Le profil le plus recherché, en ce moment, c'est le data scientist. Nous vivons dans un monde où l'on génère de plus en plus de données partout, sur tout, volontairement, ou involontairement. Le data scientist est celui qui va donner du sens à la donnée. C'est un statisticien XXL, qui doit avoir à la fois des compétences informatiques et des compétences métier. Il doit être capable de trouver comment utiliser les données, c'est-à-dire comprendre à quoi elles peuvent servir et pour quel modèle économique. Aujourd'hui, un data scientist avec deux ou trois ans d'expérience peut espérer gagner entre 200 000 et 300 000 euros par an.

Comment le digital change-t-il le rapport de l'entreprise au client ?
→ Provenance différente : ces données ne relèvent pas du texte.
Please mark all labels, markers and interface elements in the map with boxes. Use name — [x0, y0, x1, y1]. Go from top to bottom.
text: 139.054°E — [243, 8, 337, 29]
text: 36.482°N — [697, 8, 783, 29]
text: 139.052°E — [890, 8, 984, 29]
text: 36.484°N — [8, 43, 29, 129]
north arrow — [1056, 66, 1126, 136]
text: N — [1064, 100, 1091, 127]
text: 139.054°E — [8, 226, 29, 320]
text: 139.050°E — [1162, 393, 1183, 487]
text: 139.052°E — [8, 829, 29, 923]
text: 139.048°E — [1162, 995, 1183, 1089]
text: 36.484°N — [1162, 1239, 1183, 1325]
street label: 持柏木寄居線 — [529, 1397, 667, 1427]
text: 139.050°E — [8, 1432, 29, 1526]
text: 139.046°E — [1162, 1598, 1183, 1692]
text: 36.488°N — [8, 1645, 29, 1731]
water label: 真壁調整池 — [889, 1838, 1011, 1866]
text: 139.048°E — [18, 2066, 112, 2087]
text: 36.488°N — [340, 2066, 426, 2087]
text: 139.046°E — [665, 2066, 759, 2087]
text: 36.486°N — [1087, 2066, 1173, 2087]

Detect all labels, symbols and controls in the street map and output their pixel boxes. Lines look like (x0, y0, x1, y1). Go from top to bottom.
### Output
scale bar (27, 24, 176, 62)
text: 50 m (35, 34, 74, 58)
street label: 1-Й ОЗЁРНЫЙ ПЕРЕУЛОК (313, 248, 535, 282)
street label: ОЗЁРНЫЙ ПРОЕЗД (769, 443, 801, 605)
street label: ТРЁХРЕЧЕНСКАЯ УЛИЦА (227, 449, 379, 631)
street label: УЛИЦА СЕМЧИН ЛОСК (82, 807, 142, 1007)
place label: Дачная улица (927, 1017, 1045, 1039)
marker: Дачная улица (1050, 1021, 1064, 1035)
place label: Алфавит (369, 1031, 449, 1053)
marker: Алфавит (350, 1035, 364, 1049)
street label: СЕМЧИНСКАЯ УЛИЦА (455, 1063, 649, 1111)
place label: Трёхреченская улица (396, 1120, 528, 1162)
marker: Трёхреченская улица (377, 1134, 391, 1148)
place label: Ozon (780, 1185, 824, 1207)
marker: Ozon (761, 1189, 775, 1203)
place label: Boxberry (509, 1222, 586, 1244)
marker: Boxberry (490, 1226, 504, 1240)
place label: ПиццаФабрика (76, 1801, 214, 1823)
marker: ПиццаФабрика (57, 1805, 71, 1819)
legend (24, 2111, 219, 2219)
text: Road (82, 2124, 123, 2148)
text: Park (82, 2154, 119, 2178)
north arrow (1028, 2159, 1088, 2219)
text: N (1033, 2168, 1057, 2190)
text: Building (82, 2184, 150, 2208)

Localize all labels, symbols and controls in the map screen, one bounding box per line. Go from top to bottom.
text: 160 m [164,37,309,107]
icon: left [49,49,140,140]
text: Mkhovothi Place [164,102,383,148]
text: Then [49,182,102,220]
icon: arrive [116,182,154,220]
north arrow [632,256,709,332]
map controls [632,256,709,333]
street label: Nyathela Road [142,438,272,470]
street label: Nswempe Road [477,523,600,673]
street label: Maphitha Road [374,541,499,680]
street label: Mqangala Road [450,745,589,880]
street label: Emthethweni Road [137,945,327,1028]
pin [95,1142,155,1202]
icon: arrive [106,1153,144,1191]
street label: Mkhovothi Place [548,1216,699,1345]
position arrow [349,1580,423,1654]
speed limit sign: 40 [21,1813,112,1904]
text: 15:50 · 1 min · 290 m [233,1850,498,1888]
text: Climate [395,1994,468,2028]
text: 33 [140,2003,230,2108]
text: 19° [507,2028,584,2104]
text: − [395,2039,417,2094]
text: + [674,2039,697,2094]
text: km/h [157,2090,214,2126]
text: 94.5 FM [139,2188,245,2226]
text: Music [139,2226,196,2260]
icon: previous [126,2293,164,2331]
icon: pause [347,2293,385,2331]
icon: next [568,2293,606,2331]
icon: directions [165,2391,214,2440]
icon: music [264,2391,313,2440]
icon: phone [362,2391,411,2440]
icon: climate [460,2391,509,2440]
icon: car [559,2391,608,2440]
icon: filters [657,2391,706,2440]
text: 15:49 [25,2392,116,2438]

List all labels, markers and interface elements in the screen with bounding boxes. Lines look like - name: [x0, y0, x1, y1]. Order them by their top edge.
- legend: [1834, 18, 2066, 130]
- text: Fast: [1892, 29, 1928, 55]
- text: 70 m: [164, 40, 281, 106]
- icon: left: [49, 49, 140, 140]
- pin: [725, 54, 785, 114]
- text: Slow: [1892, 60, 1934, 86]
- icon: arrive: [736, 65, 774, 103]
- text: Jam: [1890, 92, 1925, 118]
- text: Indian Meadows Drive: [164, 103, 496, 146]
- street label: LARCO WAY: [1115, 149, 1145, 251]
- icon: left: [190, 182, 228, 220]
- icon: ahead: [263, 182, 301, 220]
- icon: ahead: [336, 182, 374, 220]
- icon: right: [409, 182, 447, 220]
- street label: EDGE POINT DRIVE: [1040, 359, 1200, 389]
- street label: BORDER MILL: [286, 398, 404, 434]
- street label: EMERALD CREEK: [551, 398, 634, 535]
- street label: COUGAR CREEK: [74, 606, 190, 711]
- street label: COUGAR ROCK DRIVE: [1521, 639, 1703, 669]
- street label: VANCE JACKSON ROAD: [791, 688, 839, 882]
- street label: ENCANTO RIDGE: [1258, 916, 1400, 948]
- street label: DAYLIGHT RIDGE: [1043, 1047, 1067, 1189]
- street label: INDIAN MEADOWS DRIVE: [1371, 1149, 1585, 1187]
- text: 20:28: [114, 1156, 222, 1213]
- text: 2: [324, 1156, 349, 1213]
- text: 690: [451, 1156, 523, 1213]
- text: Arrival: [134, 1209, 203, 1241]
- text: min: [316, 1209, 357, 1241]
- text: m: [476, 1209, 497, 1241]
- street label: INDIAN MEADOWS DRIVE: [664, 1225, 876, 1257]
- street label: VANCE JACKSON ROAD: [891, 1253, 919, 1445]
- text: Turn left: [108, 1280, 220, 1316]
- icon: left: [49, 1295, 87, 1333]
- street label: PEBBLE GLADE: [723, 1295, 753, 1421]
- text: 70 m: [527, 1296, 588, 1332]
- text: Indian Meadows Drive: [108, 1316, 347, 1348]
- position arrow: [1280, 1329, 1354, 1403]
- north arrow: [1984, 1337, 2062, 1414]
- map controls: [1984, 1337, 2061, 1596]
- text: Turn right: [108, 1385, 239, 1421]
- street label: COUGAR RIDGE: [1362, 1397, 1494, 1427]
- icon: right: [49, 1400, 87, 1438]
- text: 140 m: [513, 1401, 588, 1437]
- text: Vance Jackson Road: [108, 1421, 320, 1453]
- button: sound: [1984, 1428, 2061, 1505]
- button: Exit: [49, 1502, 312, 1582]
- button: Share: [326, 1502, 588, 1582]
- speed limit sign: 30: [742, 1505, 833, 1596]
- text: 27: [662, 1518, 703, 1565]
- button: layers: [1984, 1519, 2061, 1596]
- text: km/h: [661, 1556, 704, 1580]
Nous sommes entrés dans une économie de service. Quand elle traite avec Air France, Michelin ne vend plus des pneus mais un nombre donné de décollages et d'atterrissages. Telle entreprise ne vend plus des chariots élévateurs mais de la manutention. Telle autre ne fournit plus des machines-outils mais garantit une capacité de production. Au final, un commercial face à un client doit désormais piocher, packager, pour créer une offre sur mesure. Le client est devenu un marché à lui tout seul.
Avec le digital, vient le temps de l'expérience client, avant et après l'achat. C'est un élément qui doit mobiliser toutes les énergies de l'entreprise. Certaines l'ont bien compris. Comme Nike, qui a su personnaliser sa relation client grâce à la technologie en permettant à ses clients de télécharger leurs données de course via Internet. Ce qui a donné naissance à une véritable communauté en ligne.
Même chose chez Air France, une compagnie aérienne qui a pu être perçue comme étant assez distante dans le passé. Aujourd'hui, Air France joue la carte de l'interaction en étant présente sur Instagram ou en organisant sur les réseaux sociaux un grand concours avec Boeing. Toujours dans le domaine de l'aérien, l'exploitation des données peut aussi permettre d'anticiper la réaction d'un voyageur en cas d'incident. Devra-t-on le rembourser ou simplement lui proposer un upgrade ? On le voit, les possibilités sont infinies.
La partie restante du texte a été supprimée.